(Prompt): Start at the line that contains "Port Harcourt Expressway</span>". Repeat it and each line after it, exactly, up to and including the final line of the data.

(Stored data entries)
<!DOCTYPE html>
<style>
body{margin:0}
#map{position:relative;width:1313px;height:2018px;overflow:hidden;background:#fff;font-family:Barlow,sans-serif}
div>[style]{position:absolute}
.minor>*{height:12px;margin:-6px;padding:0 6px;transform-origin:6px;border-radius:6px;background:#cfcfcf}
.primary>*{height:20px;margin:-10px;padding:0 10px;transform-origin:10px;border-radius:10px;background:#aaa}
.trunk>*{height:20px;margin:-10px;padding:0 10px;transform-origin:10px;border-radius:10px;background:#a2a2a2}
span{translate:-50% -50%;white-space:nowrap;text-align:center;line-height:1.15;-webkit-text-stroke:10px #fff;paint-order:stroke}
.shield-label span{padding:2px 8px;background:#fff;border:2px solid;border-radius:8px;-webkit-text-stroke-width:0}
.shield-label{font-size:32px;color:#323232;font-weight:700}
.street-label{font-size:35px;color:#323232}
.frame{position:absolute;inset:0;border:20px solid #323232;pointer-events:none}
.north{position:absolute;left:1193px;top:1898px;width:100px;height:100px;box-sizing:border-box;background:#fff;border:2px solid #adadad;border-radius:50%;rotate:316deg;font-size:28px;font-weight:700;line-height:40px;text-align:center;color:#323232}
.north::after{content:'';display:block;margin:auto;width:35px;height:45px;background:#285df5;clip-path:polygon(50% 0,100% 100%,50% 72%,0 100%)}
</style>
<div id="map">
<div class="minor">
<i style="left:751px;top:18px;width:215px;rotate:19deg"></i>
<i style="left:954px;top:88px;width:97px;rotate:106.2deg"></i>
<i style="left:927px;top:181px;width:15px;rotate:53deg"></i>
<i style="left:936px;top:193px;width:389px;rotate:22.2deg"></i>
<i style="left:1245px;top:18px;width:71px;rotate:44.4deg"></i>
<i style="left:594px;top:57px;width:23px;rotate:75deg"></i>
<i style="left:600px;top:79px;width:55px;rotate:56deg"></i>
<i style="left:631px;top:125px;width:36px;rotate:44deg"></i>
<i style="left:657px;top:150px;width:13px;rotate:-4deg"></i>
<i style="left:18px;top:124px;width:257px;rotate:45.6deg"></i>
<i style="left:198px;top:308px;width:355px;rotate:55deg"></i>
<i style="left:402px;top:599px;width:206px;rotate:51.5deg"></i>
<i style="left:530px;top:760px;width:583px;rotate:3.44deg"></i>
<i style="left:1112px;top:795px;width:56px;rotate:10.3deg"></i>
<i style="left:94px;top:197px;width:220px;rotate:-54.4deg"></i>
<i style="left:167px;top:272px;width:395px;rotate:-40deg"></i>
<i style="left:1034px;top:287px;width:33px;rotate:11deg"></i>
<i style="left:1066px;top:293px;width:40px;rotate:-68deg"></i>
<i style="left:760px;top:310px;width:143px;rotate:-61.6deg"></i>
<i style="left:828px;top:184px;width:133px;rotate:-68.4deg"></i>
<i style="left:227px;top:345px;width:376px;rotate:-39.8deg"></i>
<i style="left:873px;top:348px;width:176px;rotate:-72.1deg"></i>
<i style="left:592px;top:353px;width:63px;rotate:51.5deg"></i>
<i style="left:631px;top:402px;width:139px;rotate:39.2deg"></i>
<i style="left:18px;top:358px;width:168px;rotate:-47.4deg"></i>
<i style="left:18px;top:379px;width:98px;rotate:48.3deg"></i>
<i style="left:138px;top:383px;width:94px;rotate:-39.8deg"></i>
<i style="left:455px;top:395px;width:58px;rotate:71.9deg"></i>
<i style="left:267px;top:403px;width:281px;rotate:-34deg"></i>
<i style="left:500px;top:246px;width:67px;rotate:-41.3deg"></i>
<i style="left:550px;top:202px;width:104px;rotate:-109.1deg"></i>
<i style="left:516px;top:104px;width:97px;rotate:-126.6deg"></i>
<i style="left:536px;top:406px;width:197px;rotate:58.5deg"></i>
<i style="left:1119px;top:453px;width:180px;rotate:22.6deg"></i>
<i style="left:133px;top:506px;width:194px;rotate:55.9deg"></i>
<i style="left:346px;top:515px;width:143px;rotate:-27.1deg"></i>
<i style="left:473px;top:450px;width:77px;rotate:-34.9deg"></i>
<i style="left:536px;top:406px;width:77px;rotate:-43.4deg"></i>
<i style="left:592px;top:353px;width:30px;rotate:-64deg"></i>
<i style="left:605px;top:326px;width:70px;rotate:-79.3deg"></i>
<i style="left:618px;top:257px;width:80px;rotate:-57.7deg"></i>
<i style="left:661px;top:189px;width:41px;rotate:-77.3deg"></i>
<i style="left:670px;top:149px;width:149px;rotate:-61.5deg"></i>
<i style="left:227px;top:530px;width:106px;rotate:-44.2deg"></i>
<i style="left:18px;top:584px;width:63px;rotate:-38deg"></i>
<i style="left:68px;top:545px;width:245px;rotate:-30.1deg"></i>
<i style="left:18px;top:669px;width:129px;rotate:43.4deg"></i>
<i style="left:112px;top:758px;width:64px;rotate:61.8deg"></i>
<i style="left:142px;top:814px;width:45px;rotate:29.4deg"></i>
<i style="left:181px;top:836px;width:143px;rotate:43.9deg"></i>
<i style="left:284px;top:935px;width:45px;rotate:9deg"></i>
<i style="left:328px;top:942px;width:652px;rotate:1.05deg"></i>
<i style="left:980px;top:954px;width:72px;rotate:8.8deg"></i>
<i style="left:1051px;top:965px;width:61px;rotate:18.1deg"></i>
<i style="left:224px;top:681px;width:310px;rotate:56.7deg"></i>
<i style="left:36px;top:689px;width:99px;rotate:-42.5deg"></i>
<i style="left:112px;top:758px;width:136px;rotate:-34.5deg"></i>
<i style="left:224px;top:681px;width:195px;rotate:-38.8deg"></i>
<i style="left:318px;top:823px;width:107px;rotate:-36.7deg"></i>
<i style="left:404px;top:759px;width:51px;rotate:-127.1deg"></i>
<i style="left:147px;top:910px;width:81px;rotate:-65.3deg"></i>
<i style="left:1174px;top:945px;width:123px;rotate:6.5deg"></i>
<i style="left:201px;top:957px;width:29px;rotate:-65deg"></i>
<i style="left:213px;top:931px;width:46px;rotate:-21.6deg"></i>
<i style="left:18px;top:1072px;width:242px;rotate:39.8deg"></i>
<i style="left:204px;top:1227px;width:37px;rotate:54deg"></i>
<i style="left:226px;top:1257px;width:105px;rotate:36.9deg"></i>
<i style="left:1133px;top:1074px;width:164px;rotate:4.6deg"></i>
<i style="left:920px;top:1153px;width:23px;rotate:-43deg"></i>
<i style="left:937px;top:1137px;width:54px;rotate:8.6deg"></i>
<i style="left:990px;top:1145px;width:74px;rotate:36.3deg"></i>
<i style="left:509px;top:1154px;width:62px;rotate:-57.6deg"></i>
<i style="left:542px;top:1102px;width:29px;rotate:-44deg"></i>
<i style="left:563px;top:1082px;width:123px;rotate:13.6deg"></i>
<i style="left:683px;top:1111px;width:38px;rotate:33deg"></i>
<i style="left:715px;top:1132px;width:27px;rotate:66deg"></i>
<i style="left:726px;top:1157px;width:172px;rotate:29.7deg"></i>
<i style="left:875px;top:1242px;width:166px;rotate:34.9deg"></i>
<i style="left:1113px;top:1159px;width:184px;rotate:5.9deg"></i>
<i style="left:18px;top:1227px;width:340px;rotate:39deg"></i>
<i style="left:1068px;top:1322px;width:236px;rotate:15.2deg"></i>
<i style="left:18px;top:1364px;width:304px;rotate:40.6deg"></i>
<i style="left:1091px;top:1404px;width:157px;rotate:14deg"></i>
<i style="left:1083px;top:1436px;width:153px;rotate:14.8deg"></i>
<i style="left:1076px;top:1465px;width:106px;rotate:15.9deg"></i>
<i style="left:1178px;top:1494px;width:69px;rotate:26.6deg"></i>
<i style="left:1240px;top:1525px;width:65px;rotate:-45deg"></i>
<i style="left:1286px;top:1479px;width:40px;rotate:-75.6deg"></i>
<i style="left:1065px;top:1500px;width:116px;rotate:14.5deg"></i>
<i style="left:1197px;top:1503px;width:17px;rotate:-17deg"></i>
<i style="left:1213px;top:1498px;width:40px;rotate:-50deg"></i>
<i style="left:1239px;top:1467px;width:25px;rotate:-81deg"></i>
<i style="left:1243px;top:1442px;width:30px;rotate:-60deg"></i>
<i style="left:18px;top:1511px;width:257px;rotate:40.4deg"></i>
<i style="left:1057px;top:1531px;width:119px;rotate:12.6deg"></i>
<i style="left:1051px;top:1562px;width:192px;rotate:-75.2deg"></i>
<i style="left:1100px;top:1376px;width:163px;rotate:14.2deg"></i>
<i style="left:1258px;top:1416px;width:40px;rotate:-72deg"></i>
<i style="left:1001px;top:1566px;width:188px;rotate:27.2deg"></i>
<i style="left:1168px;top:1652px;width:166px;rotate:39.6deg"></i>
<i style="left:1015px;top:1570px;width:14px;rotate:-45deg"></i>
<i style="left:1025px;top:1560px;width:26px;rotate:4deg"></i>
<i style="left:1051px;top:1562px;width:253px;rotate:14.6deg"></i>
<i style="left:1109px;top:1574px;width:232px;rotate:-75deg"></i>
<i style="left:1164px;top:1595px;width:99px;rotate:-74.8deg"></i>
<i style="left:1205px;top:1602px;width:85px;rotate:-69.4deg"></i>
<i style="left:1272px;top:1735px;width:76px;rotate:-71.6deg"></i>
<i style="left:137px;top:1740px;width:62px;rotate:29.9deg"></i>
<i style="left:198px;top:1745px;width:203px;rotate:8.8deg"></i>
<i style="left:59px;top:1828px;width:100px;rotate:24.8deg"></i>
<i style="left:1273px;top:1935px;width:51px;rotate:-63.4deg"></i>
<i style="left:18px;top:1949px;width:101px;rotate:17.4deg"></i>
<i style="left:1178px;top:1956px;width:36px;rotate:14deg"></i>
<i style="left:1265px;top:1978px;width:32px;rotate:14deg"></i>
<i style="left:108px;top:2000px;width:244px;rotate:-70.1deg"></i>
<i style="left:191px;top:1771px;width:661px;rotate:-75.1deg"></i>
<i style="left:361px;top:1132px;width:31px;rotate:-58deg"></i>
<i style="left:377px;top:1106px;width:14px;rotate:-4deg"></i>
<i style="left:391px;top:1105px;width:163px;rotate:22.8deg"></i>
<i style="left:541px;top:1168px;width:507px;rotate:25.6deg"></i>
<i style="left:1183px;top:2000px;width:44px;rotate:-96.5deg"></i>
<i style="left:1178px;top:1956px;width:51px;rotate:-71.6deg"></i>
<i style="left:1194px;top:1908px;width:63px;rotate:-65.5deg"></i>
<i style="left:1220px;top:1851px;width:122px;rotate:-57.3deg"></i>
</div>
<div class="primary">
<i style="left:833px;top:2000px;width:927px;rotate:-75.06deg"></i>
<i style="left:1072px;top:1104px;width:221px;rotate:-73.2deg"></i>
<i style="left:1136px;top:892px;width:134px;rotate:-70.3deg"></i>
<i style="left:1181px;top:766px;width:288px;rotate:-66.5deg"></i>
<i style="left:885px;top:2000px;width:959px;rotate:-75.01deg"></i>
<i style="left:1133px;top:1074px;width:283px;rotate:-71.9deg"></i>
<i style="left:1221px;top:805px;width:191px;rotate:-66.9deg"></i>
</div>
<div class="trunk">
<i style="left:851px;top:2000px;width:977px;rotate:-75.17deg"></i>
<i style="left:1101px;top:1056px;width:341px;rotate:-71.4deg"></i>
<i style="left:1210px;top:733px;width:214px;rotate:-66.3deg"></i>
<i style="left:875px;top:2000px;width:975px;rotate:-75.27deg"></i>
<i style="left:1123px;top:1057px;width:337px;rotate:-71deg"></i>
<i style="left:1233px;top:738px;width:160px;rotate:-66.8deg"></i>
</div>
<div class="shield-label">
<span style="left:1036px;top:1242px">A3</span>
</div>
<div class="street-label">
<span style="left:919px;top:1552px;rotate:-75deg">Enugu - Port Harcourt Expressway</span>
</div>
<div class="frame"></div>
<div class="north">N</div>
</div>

(Finished task):
<span style="left:919px;top:1552px;rotate:-75deg">Enugu - Port Harcourt Expressway</span>
</div>
<div class="frame"></div>
<div class="north">N</div>
</div>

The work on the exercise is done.